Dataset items
++++++++++

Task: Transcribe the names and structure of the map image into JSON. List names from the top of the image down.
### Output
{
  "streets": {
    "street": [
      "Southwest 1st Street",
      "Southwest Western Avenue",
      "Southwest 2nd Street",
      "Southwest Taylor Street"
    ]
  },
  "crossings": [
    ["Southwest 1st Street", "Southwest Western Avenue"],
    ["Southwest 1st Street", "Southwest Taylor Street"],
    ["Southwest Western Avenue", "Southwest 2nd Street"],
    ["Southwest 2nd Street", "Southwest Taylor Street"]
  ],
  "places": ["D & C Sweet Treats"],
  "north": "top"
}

++++++++++

The records above are to be transcribed exactly, with nothing left out.

Task: Transcribe the names and structure of the map image into JSON. List names from the top of the image down.
### Output
{
  "streets": {
    "street": [
      "Southwest 1st Street",
      "Southwest Western Avenue",
      "Southwest 2nd Street",
      "Southwest Taylor Street"
    ]
  },
  "crossings": [
    ["Southwest 1st Street", "Southwest Western Avenue"],
    ["Southwest 1st Street", "Southwest Taylor Street"],
    ["Southwest Western Avenue", "Southwest 2nd Street"],
    ["Southwest 2nd Street", "Southwest Taylor Street"]
  ],
  "places": ["D & C Sweet Treats"],
  "north": "top"
}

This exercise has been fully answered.